A Tasmania Police forensics expert whose evidence helped convict a man of murder in New Zealand has received an award for the paper he wrote about his work.
Sergeant Gerard Dutton is in charge of the ballistics section at Forensic Science Services Tasmania.
He was asked to conduct an independent review of the ballistics evidence in the New Zealand murder case by the detective in charge of the investigation.
His evidence in court lasted for four days, in which he was questioned about unusual marks on the bullet caused by separate actions during the loading and firing process.
Sergeant Dutton was able to prove the bullet came from the defendant's gun.
"Ultimately the case hinged solely upon being able to relate the bullet to the sawn-off rifle used and for [more than] four days in the New Zealand High Court I explained the significance of this evidence," he said.

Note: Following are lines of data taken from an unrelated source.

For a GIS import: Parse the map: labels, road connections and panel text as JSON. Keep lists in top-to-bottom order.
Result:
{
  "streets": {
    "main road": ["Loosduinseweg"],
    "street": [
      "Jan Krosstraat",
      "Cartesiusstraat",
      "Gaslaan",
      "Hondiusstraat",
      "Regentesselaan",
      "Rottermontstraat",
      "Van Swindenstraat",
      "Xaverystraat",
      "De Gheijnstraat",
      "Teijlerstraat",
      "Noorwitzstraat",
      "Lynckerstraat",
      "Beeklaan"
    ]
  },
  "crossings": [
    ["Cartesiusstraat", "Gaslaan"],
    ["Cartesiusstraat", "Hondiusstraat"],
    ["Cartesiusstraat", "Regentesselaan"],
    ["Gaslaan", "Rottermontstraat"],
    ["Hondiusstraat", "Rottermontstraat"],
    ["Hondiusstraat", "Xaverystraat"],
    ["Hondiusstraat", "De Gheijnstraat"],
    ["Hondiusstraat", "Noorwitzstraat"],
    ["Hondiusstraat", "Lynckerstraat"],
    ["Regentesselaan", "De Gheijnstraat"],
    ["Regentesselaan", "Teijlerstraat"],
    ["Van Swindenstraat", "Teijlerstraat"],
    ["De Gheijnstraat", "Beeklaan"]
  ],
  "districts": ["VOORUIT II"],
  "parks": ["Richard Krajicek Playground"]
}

Aaron James Harvey was convicted of the murder of Carl MacDonald in 2008 and sentenced to four years in prison.
Sergeant Dutton said it was an unusually difficult case.
"The ballistics evidence in this murder case was extremely technical and complex," he said.
"There were many tests to be done, and when I'd complete one set of tests and look at the results, then I'd have to think about that, then look at something different.
"It just took a long time to methodically work through what I had in front of me, and it took two weeks, which was extraordinary."
Sergeant Dutton's paper about his work on the case, 'A case study of the interpretation of extraordinary toolmarks on a fatal bullet', was published in the Journal of the Association of Firearms and Toolmark Examiners.
It has won the Harry Delaforce Award from the Australia New Zealand Policing Advisory Agency's National Institute of Forensic Science.
Sergeant Dutton said he wrote the paper because the case was so technically interesting.
"I just thought anyone who does this work, and who enjoys doing it, will learn from this particular case and from what I was able to learn from it, so when faced with these sort of opportunities it's almost, you know it's a responsibility to write about it for the benefit of your peers."
Sergeant Dutton was recently elected as the ballistics representatives on the Australian Field Forensic Science Accreditation Board.